Meta Capabilities - Githubissues

zsfelfoldi commented 5 years ago

Abstract

This document proposes a standardized handshake and message/metadata format for peer-to-peer protocols. Implementing this standard in Ethereum-related protocols would make it easy to share mechanisms like flow control or micropayment incentivization. It could also replace devp2p protocol multiplexing which separates protocols completely and instead handle different protocols as not necessarily disjoint sets of supported messages or message/metadata combinations.

Motivation

The following ideas have led me to the current proposal:

Abstract out the flow control mechanism from LES and add it as an optional and replaceable "hint layer" to messages. This would help experimenting with different versions of the mechanism and also help implementing simple clients by making the whole thing an optional performance enhancement and therefore not mandatory to implement.
Add request IDs and (some version of) the LES flow control mechanism to ETH/64. This would make sense because syncing (especially fast sync) relies on heavily pulling data in one direction and therefore faces similar challenges.
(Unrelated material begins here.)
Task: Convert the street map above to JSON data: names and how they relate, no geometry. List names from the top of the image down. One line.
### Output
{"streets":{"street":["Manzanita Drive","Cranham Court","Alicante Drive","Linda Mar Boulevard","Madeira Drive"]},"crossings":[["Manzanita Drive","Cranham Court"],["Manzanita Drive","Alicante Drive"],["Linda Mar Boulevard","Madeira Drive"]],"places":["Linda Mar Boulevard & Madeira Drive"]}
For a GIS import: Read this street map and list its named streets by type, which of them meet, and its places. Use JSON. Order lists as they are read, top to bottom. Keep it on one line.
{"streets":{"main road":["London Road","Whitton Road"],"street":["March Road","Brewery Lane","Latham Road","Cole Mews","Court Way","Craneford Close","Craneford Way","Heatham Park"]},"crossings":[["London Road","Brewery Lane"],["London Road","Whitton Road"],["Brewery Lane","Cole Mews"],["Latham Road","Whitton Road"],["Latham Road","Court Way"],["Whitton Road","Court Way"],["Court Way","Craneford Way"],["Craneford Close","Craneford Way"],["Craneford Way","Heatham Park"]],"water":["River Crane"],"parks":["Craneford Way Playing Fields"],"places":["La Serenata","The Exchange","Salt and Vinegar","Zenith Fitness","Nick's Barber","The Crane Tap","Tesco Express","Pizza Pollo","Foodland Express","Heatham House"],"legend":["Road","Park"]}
Adding the current strict and brittle version of the flow control to the main Ethereum wire protocol would probably be dangerous so going with an optional performance-optimizing hint mechanism would suit ETH/64 better too.
Unify LES and ETH/64. Since these protocols share most of their messages and we are thinking about adding LES specific things to ETH anyway, it sounds sensible to have a single protocol. On the other hand these two modes of operation may require different prioritization and load balancing methods. Also ETH is more mission critical while LES is still being heavily developed. Having a common protocol framework would allow sharing some messages, some mechanisms and some code in the implementations but also allow different strategies (both in operation and in development).
Serve Ethereum chain/state data from Swarm. Splitting chain data and state snapshots to smaller parts and storing them in the Swarm topology would theoretically make sense and could help with some use cases. Supporting the proposed protocol framework could also make it easier to realize interoperation between the two protocols.
Micropayment incentivization. This feature will need some extra metainformation which could be added to LES in some specific form but it would be better to make it as flexible as possible. It should be easy to experiment with different payment methods and pricing policies because markets are not designed on a drawing board. Also, other protocols could share the same mechanisms.
Moving towards Serenity and sharding. Serenity clients will also serve different roles and require either different protocols or (ideally) overlapping subsets of the same protocol which can still be developed more or less separately. These protocols could probably also benefit from the previously mentioned mechanisms. Sharing a common protocol framework (with a replaceable serialization format and underlying transport layer if necessary) could allow Serenity to benefit from existing infrastructure parts and make the transition easier.

Specification

Message format

Instead of the usual messageCode, messageData format we allow optional metadata in messageCode, messageData, [[metaCode, metaData], ...] format.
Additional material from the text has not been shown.